Disney targeting Christians for 'Secretariat'

Marketers employing same strategy used by 'The Blind Side'

That Disney has been marketing its Oct. 8 release "Secretariat" to horse aficionados and sports enthusiasts is obvious. But unless you're an influential Christian -- preferably one with a popular website -- you probably didn't know that the studio also has been leaning on the strategy employed by "The Blind Side" by going after what industry insiders like to call the "faith-based audience."

Director Randall Wallace seems to be handling the bulk of the marketing on the Christian front, which makes sense because the "Braveheart" screenwriter repeatedly has said that his faith informs his filmmaking, a reverence perhaps best displayed with his direction of 2002's "We Were Soldiers."

"Jesus didn't argue doctrinal questions whenever he was asked a question," Wallace told HollywoodJesus.com while promoting "Secretariat." "He almost always responded with story -- because the stories carry more truth than our philosophical arguments do."

Disney PR types haven't been shy about comparing "Secretariat" to "Blind Side," which is understandable given that studio head Rich Ross once lamented that Disney, not Warner Bros., should have distributed the latter film. Plus, there no doubt is some wishful thinking happening at Disney owing to "Blind Side's" heavenly $256 million haul at the domestic box office.

But comparisons between the two movies are real, the most glaring being that both are based on true sports stories involving a strong female lead. Movie bloggers already are placing bets on whether "Secretariat's" Diane Lane will get an Oscar nomination for her portrayal of Penny Chenery, owner of the famed racehorse, just as Sandra Bullock won best actress for her turn as Leigh Anne Tuohy in "Blind Side."

But the way "Secretariat" doesn't shy away from politics -- portraying conservatives and liberals honorably -- and embraces Christian themes also are reminiscent of "Blind Side."

"Secretariat" even opens with a lengthy quote from the Bible, a portion of God's speech to Job. A trailer that includes those lines is on Christian websites all over the Internet, and some of those sites contain the earliest reviews of the film and offer users a chance to see advanced screenings.

The Bible quote is "transcendent," Wallace told The Hollywood Reporter. "I wanted to capture that timelessness and majesty. The idea that courage prevails."

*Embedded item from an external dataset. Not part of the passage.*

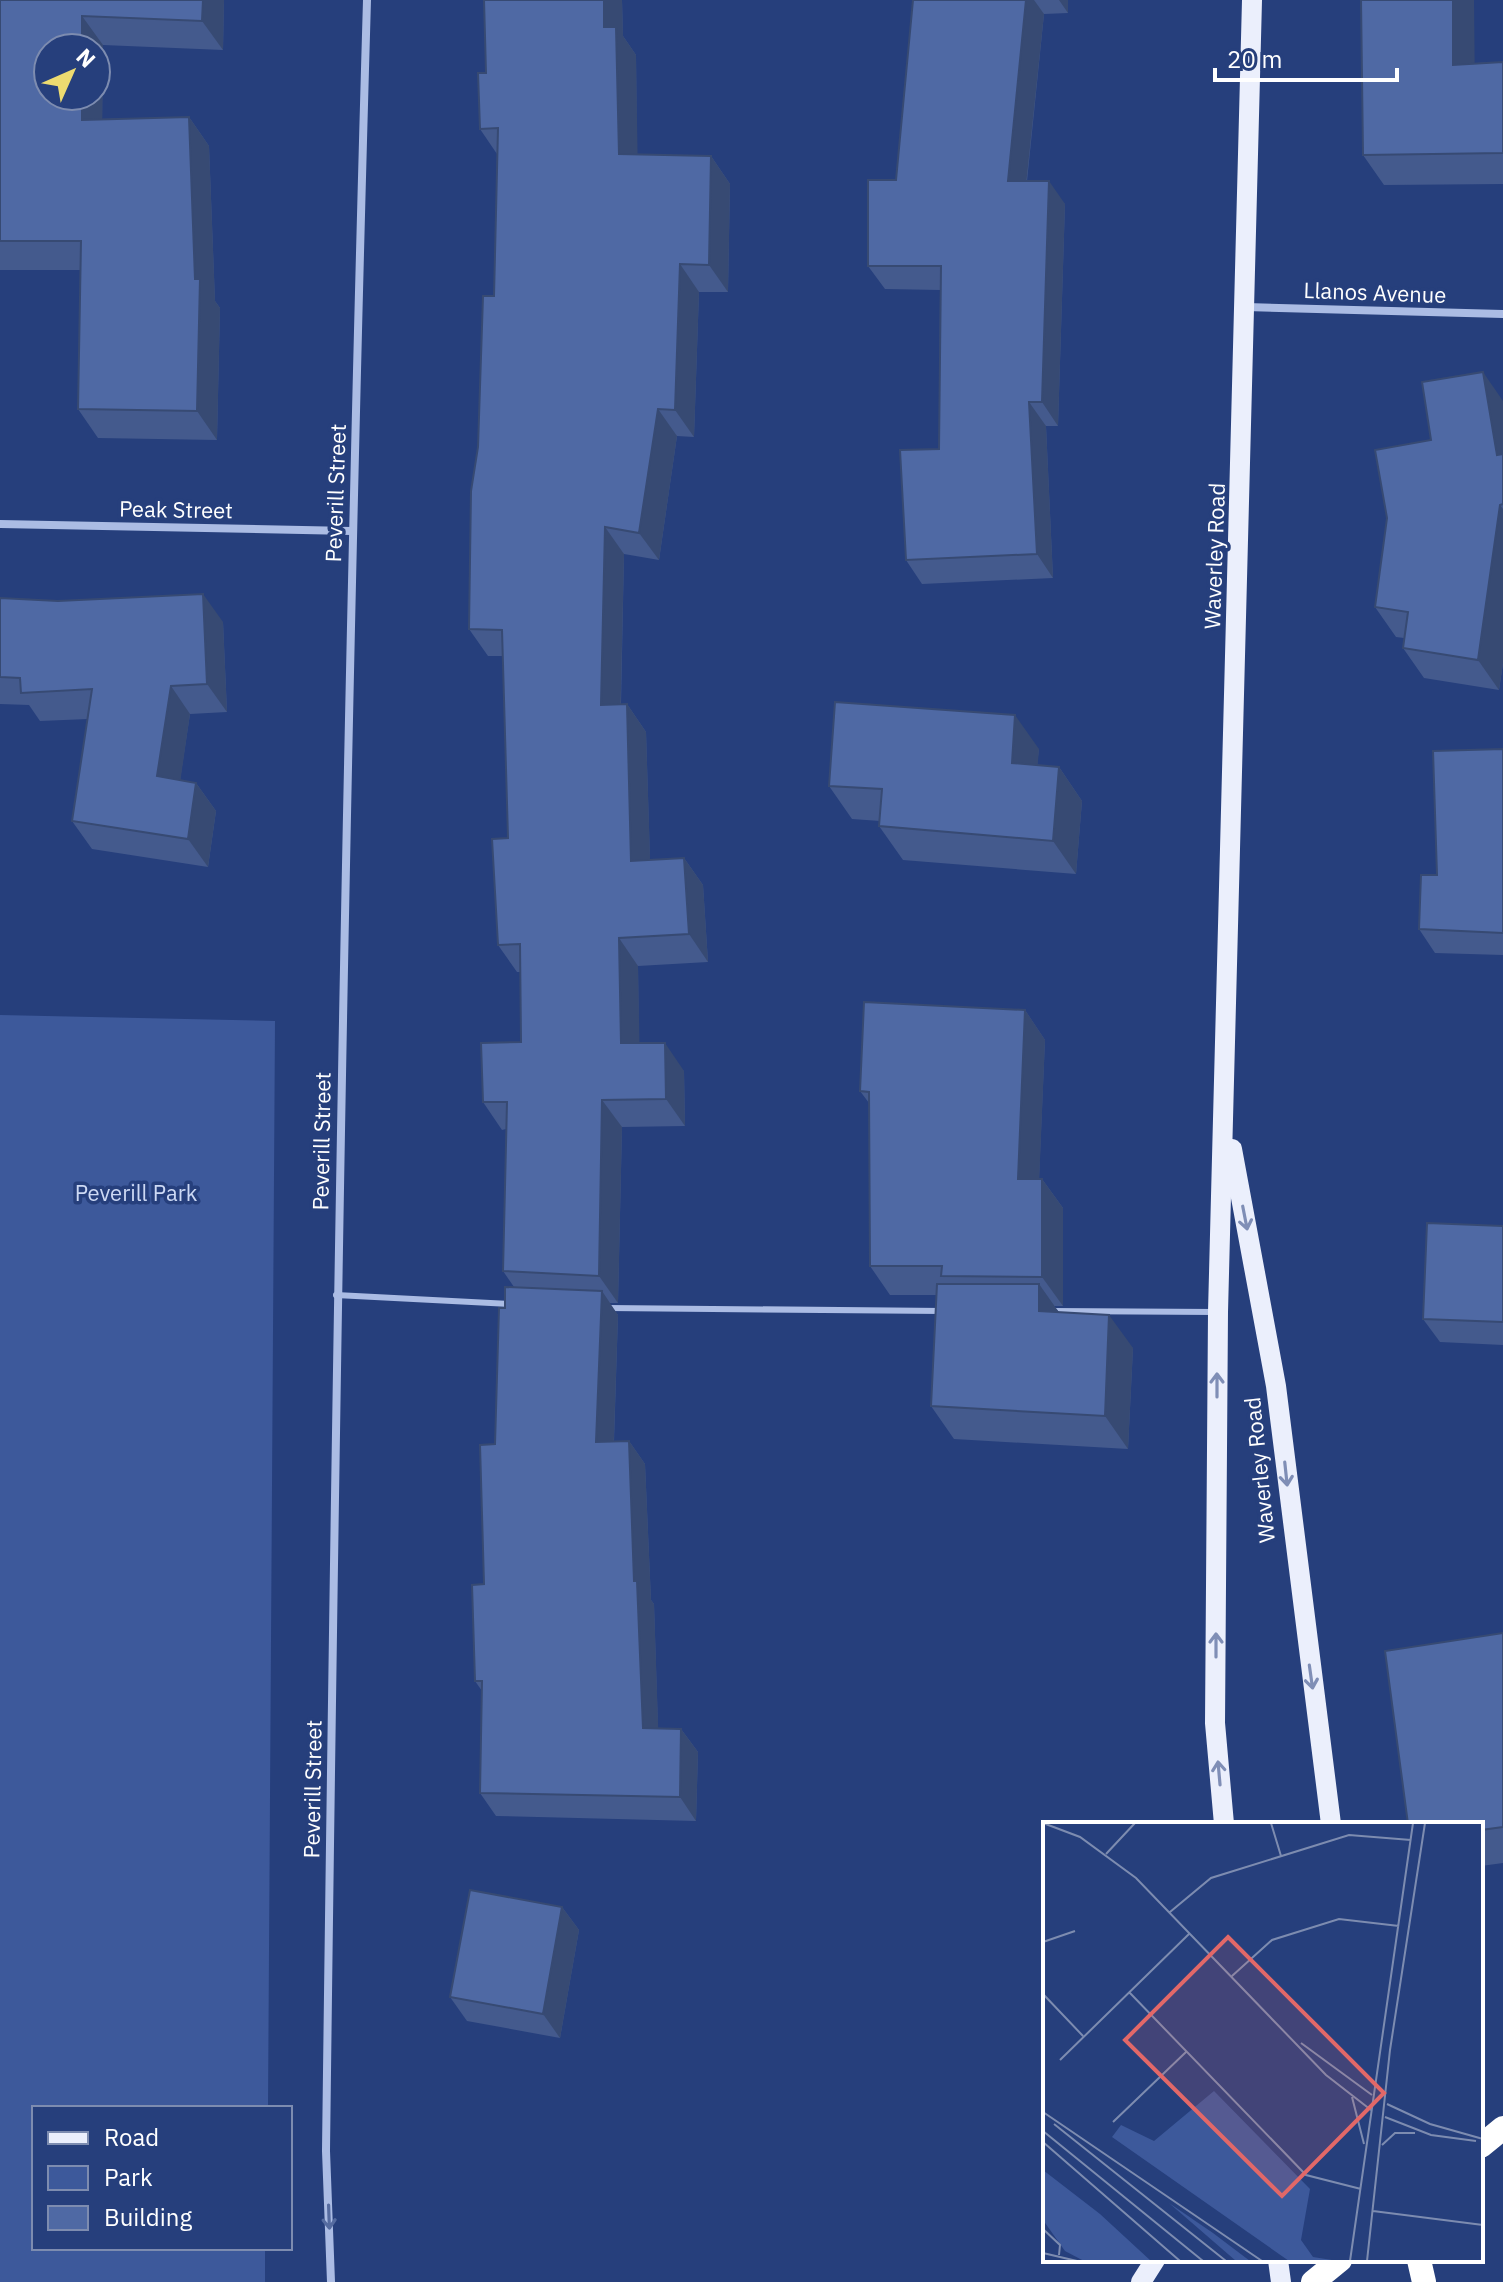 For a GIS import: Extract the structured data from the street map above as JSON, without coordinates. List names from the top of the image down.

At a screening for a group called Catholic Media Review that included remarks from Wallace, the invitation boasted, "Not only is Randall one of the most successful directors of all time, he is also a devout Christian." A film reviewer there "highly recommended" the film to readers and noted "a definite subtext of faith which is as rare these days as it is welcome."

That subtext includes a dramatic singing of "Oh Happy Day! When Jesus Walked" at the movie's climax, and horse groom Eddie Sweat (Nelsan Ellis) speaks reverently of God's plan and being "lifted up."

Although Wallace freely discusses what he has been up to regarding "Secretariat," Disney isn't talking about its marketing campaign. One executive at a rival studio disparaged the efforts and said only older moviegoers are showing much interest. The rival exec said Disney will be lucky to bring in half the $34 million that "Blind Side" earned during its opening weekend.

Wallace isn't concerned, confident that the film will appeal to a wide demographic.

"I have high hopes people with middle-American values will enjoy it, and we know from screenings it resonates with progressives who like Penny's independence and strength," he said. "We celebrated the same values in 'Braveheart' and 'We Were Soldiers,' but those movies had an element of loss in them. With this movie, the audience is cheering like it's a rock concert."

"Blind Side" was the true story of an essentially homeless teenager adopted by a conservative Christian couple. Although the politics in "Secretariat" are less central to the story, they're not ignored. Except for the eldest daughter, the Chenery family members were political conservatives during the early 1970s, when the movie takes place.

Chenery's husband (Dylan Walsh) is portrayed as the obvious right-winger who isn't thrilled with his wife's decision to pull double duty after she inherits her father's horse ranch, nor is he happy about his hippie daughter's embrace of all that "commie crap" she's getting from anti-Vietnam War protesters. His values are portrayed as old-fashioned, but they're not belittled.

Politicos on the right side of the aisle no doubt also will appreciate the appearance of former Republican Sen. Fred Thompson in a good-guy role as well as the film's statement against large inheritance taxes, portrayed as a looming threat that could derail the protagonist's heroic efforts.

One particularly political though short scene has the dad explaining to his children the concept of there being a cost to freedom.

Wallace said Chenery, who makes a cameo appearance in the film, was "deeply satisfied" with the way he dealt with politics in the film.